EXERCISE INPUTS:
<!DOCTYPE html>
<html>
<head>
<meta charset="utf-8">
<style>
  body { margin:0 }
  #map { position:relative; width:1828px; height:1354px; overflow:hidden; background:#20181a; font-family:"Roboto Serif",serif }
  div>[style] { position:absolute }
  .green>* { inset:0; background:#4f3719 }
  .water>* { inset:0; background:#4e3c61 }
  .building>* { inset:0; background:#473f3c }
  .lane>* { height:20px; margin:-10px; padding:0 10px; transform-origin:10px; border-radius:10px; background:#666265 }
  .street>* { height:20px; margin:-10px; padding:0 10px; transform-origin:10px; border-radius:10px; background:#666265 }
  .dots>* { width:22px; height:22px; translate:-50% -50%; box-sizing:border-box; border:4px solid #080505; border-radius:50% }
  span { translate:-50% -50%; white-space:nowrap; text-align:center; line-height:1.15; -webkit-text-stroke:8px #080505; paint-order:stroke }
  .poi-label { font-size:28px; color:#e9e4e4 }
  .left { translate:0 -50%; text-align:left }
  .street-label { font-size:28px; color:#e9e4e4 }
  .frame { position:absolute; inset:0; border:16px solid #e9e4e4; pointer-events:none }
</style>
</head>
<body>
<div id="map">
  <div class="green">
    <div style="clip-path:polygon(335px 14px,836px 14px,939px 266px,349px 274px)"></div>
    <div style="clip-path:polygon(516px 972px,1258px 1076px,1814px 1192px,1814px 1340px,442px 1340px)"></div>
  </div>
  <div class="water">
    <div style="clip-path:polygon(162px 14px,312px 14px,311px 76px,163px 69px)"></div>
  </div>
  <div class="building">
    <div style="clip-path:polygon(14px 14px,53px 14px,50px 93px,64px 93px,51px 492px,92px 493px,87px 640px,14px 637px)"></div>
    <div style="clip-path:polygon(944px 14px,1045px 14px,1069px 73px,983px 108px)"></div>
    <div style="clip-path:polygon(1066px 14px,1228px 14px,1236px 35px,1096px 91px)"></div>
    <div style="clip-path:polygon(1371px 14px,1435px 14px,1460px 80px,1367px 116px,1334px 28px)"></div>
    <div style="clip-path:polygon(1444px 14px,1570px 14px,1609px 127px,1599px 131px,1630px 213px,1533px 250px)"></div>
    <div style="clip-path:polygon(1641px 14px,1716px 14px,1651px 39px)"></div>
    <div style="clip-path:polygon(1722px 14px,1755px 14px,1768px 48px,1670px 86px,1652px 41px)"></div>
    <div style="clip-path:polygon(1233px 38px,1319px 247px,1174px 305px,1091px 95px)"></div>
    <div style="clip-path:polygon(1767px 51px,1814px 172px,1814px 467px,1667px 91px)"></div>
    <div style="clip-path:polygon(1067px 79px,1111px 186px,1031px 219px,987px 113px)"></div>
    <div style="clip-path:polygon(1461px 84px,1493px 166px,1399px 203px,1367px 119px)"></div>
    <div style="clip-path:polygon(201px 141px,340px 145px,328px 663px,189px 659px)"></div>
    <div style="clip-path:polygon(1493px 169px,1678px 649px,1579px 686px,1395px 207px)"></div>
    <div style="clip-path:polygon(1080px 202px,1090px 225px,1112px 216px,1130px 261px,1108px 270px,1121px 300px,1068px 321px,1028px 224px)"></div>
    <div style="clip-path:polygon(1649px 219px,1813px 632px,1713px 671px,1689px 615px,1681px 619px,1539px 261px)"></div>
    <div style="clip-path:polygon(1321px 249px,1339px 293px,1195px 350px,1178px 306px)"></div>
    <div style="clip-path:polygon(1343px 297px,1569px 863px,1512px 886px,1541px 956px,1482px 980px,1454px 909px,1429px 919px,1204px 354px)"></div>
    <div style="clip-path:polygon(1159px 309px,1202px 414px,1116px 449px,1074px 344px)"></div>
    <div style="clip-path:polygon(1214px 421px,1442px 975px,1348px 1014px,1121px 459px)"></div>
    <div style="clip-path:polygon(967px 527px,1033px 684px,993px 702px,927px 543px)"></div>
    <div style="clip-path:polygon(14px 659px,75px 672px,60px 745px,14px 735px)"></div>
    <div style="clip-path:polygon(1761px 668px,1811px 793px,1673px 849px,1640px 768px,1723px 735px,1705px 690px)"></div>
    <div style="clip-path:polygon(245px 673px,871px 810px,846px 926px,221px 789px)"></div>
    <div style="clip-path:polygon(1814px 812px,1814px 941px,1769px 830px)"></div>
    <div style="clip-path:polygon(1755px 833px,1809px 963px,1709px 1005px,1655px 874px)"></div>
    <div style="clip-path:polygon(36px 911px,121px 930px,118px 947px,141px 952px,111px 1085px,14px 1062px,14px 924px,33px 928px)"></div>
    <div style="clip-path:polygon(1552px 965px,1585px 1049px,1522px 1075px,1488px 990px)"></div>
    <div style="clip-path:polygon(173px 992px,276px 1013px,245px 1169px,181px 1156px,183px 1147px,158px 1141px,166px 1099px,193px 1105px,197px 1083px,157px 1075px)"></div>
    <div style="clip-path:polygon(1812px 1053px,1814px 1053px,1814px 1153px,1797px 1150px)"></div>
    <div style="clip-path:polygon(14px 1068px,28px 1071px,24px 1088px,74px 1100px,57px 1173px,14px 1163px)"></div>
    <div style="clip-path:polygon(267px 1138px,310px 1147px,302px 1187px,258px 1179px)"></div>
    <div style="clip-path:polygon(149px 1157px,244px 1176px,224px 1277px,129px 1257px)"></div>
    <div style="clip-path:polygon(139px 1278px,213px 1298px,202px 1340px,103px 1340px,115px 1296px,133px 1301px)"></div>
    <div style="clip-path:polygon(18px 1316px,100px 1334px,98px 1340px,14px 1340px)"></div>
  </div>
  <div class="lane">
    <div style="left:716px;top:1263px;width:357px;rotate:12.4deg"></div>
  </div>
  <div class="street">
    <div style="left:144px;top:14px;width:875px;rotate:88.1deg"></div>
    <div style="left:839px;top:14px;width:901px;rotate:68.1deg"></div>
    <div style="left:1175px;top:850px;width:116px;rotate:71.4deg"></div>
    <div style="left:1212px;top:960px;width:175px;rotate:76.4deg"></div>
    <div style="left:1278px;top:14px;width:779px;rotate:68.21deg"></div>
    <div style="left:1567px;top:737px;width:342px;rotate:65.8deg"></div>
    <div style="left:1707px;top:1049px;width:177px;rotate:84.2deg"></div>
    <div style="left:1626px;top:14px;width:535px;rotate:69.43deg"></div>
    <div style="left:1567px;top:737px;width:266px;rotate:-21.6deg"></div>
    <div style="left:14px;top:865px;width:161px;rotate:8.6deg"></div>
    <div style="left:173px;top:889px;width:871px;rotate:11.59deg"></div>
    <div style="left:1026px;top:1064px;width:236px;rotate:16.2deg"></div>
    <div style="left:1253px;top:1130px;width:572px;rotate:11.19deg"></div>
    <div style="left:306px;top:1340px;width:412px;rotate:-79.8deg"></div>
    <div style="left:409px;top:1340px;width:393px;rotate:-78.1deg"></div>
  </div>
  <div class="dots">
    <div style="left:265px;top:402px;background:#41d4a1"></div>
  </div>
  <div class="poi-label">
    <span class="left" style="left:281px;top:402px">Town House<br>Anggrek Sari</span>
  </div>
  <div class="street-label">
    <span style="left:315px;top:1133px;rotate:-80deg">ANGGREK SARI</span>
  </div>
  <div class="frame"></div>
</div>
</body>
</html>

DIRECTIONS FOR THIS TASK: Only the lines from the top of the data through the line that contains "14px,1570px 14px,1609px 127px,1599px" should be quoted, exactly as they stand.

OUTPUT FOR THIS TASK:
<!DOCTYPE html>
<html>
<head>
<meta charset="utf-8">
<style>
  body { margin:0 }
  #map { position:relative; width:1828px; height:1354px; overflow:hidden; background:#20181a; font-family:"Roboto Serif",serif }
  div>[style] { position:absolute }
  .green>* { inset:0; background:#4f3719 }
  .water>* { inset:0; background:#4e3c61 }
  .building>* { inset:0; background:#473f3c }
  .lane>* { height:20px; margin:-10px; padding:0 10px; transform-origin:10px; border-radius:10px; background:#666265 }
  .street>* { height:20px; margin:-10px; padding:0 10px; transform-origin:10px; border-radius:10px; background:#666265 }
  .dots>* { width:22px; height:22px; translate:-50% -50%; box-sizing:border-box; border:4px solid #080505; border-radius:50% }
  span { translate:-50% -50%; white-space:nowrap; text-align:center; line-height:1.15; -webkit-text-stroke:8px #080505; paint-order:stroke }
  .poi-label { font-size:28px; color:#e9e4e4 }
  .left { translate:0 -50%; text-align:left }
  .street-label { font-size:28px; color:#e9e4e4 }
  .frame { position:absolute; inset:0; border:16px solid #e9e4e4; pointer-events:none }
</style>
</head>
<body>
<div id="map">
  <div class="green">
    <div style="clip-path:polygon(335px 14px,836px 14px,939px 266px,349px 274px)"></div>
    <div style="clip-path:polygon(516px 972px,1258px 1076px,1814px 1192px,1814px 1340px,442px 1340px)"></div>
  </div>
  <div class="water">
    <div style="clip-path:polygon(162px 14px,312px 14px,311px 76px,163px 69px)"></div>
  </div>
  <div class="building">
    <div style="clip-path:polygon(14px 14px,53px 14px,50px 93px,64px 93px,51px 492px,92px 493px,87px 640px,14px 637px)"></div>
    <div style="clip-path:polygon(944px 14px,1045px 14px,1069px 73px,983px 108px)"></div>
    <div style="clip-path:polygon(1066px 14px,1228px 14px,1236px 35px,1096px 91px)"></div>
    <div style="clip-path:polygon(1371px 14px,1435px 14px,1460px 80px,1367px 116px,1334px 28px)"></div>
    <div style="clip-path:polygon(1444px 14px,1570px 14px,1609px 127px,1599px 131px,1630px 213px,1533px 250px)"></div>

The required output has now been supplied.